La parálisis de Erb-Duchenne, una lesión del plexo braquial que ocurre típicamente durante el parto, puede generar sentimientos de aislamiento y frustración, especialmente durante la adolescencia. Al enfrentar retos en la movilidad del brazo afectado, los pacientes pueden experimentar una carga emocional derivada de la percepción de su diferencia física, lo que subraya la importancia de un acompañamiento psicológico temprano en quienes viven con parálisis de Erb-Duchenne.

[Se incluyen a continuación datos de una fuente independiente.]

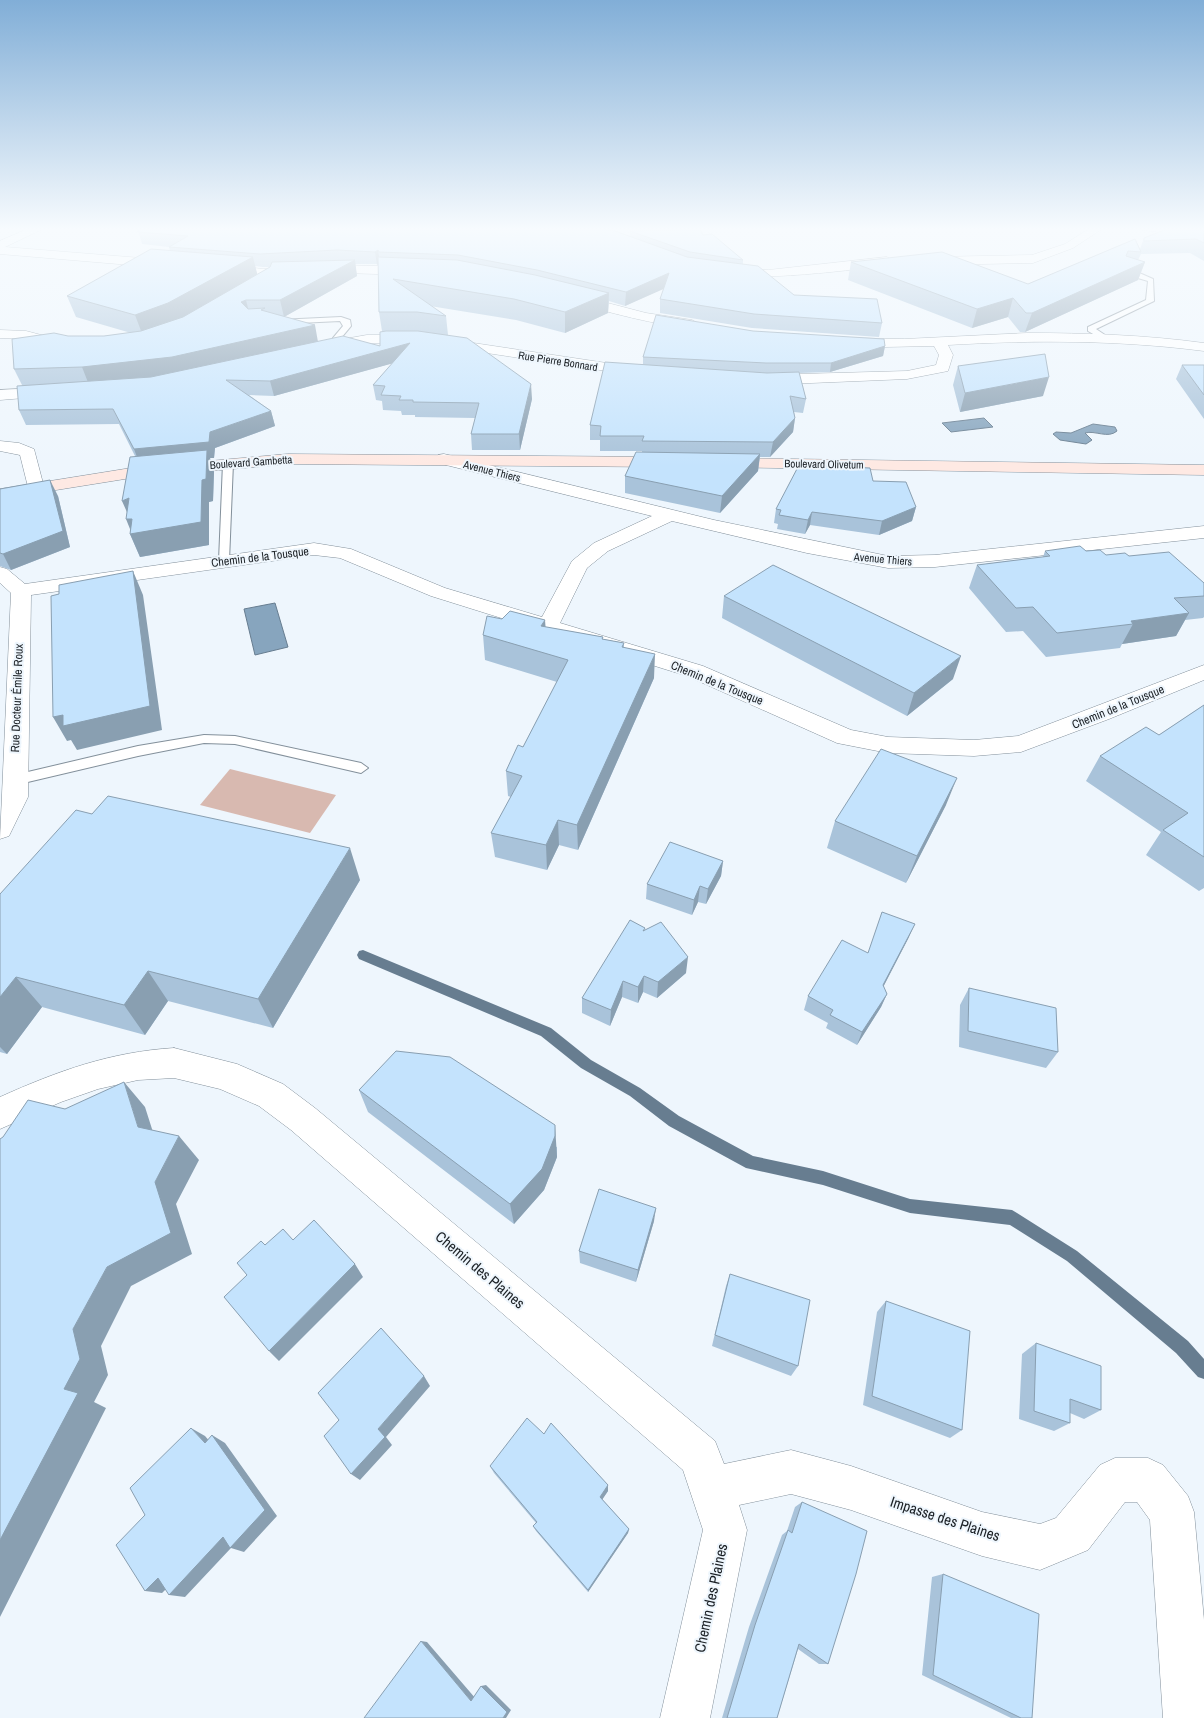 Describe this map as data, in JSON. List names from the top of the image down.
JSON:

La adaptación a las secuelas de la parálisis de Erb-Duchenne varía según la gravedad de la lesión. Los desafíos más frecuentes incluyen:
El tratamiento efectivo de la parálisis de Erb-Duchenne va más allá de la fisioterapia y la cirugía reconstructiva. Un enfoque multidisciplinario que incluya psicólogos especializados en enfermedades crónicas ayuda a los pacientes a desarrollar resiliencia. En nuestra plataforma, hemos visto cómo compartir experiencias con otros miembros que viven con parálisis de Erb-Duchenne reduce la sensación de soledad y mejora el bienestar emocional.
Este contenido es informativo y no sustituye el consejo, diagnóstico o tratamiento médico profesional.